You can add piping within models / plots, e.g.
g = ggplot(data = df %>% filter(region != "Africa"),
aes(x = gdp_per_capita, y = life_expectancy))
g = g + geom_point()
g = g + geom_smooth()
g
NA
NA
A variety of models which are designed for data where distributions depart radically from the normal distribution.
We’re going to look at logistic regression.
Therefore we need to use a special mathematical transformation to turn it into a straight line. This transformation is “built into” the model.
We’re going to turn one of our variables into a dichotomous variable using a “median-split”
as.numeric(df$happiness_score >= median(df$happiness_score))

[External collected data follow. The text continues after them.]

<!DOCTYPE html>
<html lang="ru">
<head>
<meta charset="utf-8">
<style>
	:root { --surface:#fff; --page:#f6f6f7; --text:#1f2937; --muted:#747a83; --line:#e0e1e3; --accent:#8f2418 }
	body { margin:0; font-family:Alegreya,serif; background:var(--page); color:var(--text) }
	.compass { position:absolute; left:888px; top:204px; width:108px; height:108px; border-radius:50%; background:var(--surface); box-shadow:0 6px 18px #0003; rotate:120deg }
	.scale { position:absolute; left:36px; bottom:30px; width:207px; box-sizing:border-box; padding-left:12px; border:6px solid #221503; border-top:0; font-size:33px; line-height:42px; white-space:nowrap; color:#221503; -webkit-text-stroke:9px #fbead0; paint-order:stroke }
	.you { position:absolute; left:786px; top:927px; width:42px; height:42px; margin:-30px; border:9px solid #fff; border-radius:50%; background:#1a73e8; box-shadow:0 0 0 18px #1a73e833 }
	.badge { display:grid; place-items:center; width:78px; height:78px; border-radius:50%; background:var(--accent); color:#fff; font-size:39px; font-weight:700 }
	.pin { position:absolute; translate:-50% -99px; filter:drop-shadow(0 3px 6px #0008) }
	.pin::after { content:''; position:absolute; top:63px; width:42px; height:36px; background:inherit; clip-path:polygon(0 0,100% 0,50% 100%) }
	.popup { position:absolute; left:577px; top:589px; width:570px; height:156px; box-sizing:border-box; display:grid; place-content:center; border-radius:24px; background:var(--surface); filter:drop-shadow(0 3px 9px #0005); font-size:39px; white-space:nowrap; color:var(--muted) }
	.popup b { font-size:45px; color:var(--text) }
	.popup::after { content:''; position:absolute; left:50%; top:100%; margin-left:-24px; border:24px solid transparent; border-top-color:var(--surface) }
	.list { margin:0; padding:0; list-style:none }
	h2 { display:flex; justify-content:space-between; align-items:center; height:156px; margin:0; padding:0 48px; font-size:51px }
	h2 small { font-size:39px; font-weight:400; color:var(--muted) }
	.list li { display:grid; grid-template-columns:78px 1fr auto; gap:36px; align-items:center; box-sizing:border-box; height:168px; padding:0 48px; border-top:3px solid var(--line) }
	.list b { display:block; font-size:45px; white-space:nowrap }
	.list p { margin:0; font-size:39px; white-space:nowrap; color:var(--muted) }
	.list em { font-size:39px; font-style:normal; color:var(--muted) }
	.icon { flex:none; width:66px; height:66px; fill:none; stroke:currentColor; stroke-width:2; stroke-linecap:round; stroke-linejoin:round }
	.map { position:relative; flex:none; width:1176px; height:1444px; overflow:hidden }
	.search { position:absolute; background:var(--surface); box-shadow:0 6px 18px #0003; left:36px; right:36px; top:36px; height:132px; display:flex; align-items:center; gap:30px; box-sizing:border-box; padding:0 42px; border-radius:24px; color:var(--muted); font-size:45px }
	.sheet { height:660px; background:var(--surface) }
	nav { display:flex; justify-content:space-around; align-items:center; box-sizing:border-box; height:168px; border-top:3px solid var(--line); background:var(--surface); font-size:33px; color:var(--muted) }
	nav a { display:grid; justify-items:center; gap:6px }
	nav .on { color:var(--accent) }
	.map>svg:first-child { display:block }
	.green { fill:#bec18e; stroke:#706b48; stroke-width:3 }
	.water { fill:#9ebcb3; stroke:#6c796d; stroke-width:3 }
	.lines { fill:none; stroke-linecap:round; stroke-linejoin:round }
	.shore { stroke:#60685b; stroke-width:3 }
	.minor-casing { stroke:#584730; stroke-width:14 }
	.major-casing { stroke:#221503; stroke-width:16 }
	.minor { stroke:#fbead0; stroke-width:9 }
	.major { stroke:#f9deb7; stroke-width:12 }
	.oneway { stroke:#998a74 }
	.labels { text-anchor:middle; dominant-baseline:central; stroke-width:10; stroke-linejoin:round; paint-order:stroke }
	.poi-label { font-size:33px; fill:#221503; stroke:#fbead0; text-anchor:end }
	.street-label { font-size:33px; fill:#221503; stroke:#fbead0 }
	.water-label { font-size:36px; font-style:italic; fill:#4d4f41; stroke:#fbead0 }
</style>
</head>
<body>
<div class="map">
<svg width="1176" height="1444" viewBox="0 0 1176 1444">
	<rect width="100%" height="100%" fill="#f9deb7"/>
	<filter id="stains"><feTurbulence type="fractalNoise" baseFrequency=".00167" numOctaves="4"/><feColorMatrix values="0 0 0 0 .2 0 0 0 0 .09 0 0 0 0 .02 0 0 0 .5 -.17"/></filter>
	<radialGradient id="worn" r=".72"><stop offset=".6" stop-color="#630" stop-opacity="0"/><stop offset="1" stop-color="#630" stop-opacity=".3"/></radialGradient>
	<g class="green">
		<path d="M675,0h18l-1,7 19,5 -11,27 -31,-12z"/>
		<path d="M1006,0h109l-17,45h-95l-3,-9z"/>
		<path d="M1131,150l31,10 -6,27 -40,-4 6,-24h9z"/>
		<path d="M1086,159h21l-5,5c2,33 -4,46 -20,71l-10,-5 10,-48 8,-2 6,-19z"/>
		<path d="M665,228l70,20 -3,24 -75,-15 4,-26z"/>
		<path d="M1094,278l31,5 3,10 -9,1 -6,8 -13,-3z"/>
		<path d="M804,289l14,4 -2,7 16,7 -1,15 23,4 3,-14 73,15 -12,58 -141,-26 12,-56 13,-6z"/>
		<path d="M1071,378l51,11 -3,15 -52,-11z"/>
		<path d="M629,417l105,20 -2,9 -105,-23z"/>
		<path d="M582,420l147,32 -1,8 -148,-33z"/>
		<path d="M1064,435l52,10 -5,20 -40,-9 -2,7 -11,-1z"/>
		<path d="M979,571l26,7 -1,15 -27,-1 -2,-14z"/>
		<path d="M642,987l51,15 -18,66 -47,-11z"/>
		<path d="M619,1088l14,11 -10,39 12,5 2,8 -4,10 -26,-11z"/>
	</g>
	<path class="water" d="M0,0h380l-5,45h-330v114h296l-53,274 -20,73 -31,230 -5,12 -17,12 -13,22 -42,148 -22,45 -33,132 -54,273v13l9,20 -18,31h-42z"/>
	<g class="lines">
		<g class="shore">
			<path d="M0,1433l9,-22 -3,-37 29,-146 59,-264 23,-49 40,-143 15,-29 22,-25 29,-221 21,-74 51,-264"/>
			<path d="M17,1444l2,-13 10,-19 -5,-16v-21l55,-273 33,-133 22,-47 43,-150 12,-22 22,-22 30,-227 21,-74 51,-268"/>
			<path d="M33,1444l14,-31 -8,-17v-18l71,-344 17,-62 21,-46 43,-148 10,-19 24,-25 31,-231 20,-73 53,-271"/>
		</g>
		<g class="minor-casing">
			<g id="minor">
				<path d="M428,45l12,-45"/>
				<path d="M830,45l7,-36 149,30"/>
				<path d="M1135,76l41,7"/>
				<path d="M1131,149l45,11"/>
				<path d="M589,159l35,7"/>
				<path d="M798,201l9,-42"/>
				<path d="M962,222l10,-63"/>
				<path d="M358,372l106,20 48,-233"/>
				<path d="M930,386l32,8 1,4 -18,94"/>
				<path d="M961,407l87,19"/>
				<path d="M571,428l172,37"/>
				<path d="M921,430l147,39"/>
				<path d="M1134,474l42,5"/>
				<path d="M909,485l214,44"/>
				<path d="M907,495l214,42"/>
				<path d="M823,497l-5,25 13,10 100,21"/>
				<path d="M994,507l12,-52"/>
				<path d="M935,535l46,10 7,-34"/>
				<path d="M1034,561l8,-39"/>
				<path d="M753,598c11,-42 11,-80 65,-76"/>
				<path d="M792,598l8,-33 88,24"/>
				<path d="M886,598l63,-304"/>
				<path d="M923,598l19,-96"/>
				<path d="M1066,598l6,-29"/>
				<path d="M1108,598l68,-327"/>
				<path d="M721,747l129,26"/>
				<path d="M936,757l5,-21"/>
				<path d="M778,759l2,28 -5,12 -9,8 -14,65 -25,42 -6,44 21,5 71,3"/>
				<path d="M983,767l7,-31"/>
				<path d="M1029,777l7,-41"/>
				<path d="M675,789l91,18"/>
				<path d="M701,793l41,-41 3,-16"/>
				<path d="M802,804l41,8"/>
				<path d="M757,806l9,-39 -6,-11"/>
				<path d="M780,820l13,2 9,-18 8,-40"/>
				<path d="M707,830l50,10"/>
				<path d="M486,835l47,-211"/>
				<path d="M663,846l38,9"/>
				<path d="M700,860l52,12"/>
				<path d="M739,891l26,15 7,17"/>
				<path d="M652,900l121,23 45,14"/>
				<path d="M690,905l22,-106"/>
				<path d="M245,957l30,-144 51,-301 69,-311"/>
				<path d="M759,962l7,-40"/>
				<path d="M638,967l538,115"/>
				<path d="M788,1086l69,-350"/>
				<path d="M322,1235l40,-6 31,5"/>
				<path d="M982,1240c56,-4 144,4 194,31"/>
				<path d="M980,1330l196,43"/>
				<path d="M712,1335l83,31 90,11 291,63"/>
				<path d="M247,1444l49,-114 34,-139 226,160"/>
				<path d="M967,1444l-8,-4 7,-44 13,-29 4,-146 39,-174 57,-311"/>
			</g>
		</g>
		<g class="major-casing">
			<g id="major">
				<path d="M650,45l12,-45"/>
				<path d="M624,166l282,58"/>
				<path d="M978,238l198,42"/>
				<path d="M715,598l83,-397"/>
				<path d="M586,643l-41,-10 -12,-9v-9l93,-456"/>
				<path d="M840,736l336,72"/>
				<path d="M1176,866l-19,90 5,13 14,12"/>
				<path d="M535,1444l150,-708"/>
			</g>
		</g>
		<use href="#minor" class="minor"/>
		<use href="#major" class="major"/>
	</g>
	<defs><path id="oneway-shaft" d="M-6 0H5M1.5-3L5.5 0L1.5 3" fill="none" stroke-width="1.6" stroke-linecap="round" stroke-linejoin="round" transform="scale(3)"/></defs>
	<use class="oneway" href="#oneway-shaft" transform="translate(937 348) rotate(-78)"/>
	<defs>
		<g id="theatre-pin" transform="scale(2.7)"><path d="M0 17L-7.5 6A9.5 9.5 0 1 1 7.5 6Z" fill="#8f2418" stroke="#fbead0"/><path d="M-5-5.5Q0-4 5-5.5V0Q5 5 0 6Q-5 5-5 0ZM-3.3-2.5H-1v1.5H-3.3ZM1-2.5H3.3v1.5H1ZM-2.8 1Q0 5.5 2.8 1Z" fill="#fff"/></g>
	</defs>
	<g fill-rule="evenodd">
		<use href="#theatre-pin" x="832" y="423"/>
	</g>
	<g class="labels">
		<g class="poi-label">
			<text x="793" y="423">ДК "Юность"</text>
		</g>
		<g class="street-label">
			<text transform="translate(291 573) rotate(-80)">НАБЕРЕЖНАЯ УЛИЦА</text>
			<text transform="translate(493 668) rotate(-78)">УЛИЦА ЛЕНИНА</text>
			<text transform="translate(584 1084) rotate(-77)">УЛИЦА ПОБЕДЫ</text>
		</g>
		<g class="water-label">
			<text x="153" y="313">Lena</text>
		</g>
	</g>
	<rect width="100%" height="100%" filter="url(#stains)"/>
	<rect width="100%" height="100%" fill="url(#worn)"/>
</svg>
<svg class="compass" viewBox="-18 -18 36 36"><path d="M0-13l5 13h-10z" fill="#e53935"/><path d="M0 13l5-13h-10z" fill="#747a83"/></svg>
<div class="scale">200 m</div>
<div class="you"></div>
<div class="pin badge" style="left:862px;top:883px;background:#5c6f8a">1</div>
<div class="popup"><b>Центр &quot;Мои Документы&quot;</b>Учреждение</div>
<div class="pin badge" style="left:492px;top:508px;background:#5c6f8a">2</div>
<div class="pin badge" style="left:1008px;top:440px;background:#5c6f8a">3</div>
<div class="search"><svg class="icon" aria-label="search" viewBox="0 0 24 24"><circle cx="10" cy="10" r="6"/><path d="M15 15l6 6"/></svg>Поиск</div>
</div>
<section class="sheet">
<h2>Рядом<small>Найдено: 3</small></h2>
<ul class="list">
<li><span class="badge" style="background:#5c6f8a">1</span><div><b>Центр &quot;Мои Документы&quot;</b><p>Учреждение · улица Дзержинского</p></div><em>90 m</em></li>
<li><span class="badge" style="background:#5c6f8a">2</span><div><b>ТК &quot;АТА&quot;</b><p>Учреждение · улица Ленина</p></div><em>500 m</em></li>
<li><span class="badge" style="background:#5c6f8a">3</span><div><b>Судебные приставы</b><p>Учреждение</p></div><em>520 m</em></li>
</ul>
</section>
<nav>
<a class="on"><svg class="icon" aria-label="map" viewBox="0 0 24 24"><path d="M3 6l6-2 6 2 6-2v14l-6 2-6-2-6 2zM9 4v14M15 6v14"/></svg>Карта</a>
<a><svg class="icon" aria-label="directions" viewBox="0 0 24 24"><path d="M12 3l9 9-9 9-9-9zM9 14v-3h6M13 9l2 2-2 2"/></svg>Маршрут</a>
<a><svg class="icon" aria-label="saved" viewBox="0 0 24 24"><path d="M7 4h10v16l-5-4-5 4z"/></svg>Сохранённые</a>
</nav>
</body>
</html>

[1] 1 1 1 1 1 1 1 1 1 1 1 1 1 1 1 1 1 1 1 1 1 1 1 1 1 1 1 1 1 1 1 1 1 1 1 1 1 1 1 1 1 1 1 1 1 1
[47] 1 1 1 1 1 1 1 1 1 1 1 1 1 1 1 1 1 1 1 1 1 1 1 1 1 1 1 1 1 1 1 1 0 0 0 0 0 0 0 0 0 0 0 0 0 0
[93] 0 0 0 0 0 0 0 0 0 0 0 0 0 0 0 0 0 0 0 0 0 0 0 0 0 0 0 0 0 0 0 0 0 0 0 0 0 0 0 0 0 0 0 0 0 0
[139] 0 0 0 0 0 0 0 0 0 0 0 0 0 0 0 0 0
Now we’re going to run our regression model. We’re going to look at whether GDP influences whether happiness is above or below the mdedian.
summary(mod)
Call:
glm(formula = happiness_score_ms ~ scale(gdp_per_capita), family = "binomial",
data = df)
Deviance Residuals:
Min 1Q Median 3Q Max
-2.07237 -0.39310 0.07613 0.49431 2.06556
Coefficients:
Estimate Std. Error z value Pr(>|z|)
(Intercept) -0.2485 0.2514 -0.988 0.323
scale(gdp_per_capita) 2.8926 0.4629 6.248 4.15e-10 ***
---
Signif. codes: 0 ‘***’ 0.001 ‘**’ 0.01 ‘*’ 0.05 ‘.’ 0.1 ‘ ’ 1
(Dispersion parameter for binomial family taken to be 1)
Null deviance: 214.87 on 154 degrees of freedom
Residual deviance: 109.48 on 153 degrees of freedom
AIC: 113.48
Number of Fisher Scoring iterations: 6
Because the coefficient is hard to interpret, we need to convert it
into odds ratios. This value will be 1 if there is no relationship, >
1 if there is a positive relationship and < 1 if there is a negative
relationship. We used the exp
function to do this.
exp(coef(mod))
(Intercept) scale(gdp_per_capita)
0.7800031 18.0402769
exp(mod$coefficients)
(Intercept) scale(gdp_per_capita)
0.7800031 18.0402769
NB This odds ratio is far too large. A possible issue is that we have not “scaled” our independent variable. Scaling will give a mean of zero and a standard deviation of plus or minus one.
mod = glm(happiness_score_ms ~ scale(gdp_per_capita), data = df, family = "binomial")
exp(coef(mod))
This is a more “sensible” odds ratio.